#### DATA EXTRACT
# # # # #

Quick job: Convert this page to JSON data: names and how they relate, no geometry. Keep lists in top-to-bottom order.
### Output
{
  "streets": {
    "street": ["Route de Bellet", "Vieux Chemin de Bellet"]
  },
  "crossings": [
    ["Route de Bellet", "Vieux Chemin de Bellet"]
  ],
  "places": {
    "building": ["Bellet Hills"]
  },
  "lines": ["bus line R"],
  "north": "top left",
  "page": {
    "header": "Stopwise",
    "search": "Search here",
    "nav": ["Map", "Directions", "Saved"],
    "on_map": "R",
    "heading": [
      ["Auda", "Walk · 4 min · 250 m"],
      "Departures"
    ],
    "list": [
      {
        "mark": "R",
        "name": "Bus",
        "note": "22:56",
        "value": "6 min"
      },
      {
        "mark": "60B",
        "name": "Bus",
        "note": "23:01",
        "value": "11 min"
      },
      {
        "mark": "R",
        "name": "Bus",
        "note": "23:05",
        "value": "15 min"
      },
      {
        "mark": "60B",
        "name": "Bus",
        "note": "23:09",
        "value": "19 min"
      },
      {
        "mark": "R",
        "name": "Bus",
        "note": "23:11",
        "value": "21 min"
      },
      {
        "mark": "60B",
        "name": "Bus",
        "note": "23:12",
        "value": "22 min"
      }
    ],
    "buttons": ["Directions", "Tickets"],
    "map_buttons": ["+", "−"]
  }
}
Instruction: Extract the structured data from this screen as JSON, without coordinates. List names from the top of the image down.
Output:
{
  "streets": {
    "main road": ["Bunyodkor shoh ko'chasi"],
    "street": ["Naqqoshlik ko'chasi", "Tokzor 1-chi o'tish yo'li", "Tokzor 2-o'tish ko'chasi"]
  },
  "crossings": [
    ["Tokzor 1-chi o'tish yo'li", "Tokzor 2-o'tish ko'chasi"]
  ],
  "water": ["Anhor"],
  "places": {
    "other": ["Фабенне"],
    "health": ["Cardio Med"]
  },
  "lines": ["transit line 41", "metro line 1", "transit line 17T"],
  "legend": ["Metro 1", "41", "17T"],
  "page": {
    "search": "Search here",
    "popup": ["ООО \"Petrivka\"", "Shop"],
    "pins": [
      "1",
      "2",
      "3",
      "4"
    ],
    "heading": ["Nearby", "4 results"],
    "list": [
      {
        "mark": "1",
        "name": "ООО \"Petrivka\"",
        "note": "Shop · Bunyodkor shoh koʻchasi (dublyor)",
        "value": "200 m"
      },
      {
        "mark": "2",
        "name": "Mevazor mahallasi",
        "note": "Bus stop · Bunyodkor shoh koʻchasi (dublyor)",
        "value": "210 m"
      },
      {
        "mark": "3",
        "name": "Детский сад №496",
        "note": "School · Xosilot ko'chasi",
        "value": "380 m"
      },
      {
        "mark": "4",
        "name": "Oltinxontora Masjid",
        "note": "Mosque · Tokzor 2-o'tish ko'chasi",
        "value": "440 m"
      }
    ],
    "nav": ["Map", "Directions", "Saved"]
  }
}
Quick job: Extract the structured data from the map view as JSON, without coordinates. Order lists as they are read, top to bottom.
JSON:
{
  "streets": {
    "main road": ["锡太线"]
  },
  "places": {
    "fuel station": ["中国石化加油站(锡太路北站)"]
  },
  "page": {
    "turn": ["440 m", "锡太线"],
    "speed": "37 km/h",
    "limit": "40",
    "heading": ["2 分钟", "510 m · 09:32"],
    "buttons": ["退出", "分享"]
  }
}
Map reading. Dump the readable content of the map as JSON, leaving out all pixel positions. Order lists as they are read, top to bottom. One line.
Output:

# # # # #

Both the first line of the records above and the line containing "Instruction: Extract the" are to be transcribed exactly, together with every line between them, and nothing else.

Quick job: Convert this page to JSON data: names and how they relate, no geometry. Keep lists in top-to-bottom order.
### Output
{
  "streets": {
    "street": ["Route de Bellet", "Vieux Chemin de Bellet"]
  },
  "crossings": [
    ["Route de Bellet", "Vieux Chemin de Bellet"]
  ],
  "places": {
    "building": ["Bellet Hills"]
  },
  "lines": ["bus line R"],
  "north": "top left",
  "page": {
    "header": "Stopwise",
    "search": "Search here",
    "nav": ["Map", "Directions", "Saved"],
    "on_map": "R",
    "heading": [
      ["Auda", "Walk · 4 min · 250 m"],
      "Departures"
    ],
    "list": [
      {
        "mark": "R",
        "name": "Bus",
        "note": "22:56",
        "value": "6 min"
      },
      {
        "mark": "60B",
        "name": "Bus",
        "note": "23:01",
        "value": "11 min"
      },
      {
        "mark": "R",
        "name": "Bus",
        "note": "23:05",
        "value": "15 min"
      },
      {
        "mark": "60B",
        "name": "Bus",
        "note": "23:09",
        "value": "19 min"
      },
      {
        "mark": "R",
        "name": "Bus",
        "note": "23:11",
        "value": "21 min"
      },
      {
        "mark": "60B",
        "name": "Bus",
        "note": "23:12",
        "value": "22 min"
      }
    ],
    "buttons": ["Directions", "Tickets"],
    "map_buttons": ["+", "−"]
  }
}
Instruction: Extract the structured data from this screen as JSON, without coordinates. List names from the top of the image down.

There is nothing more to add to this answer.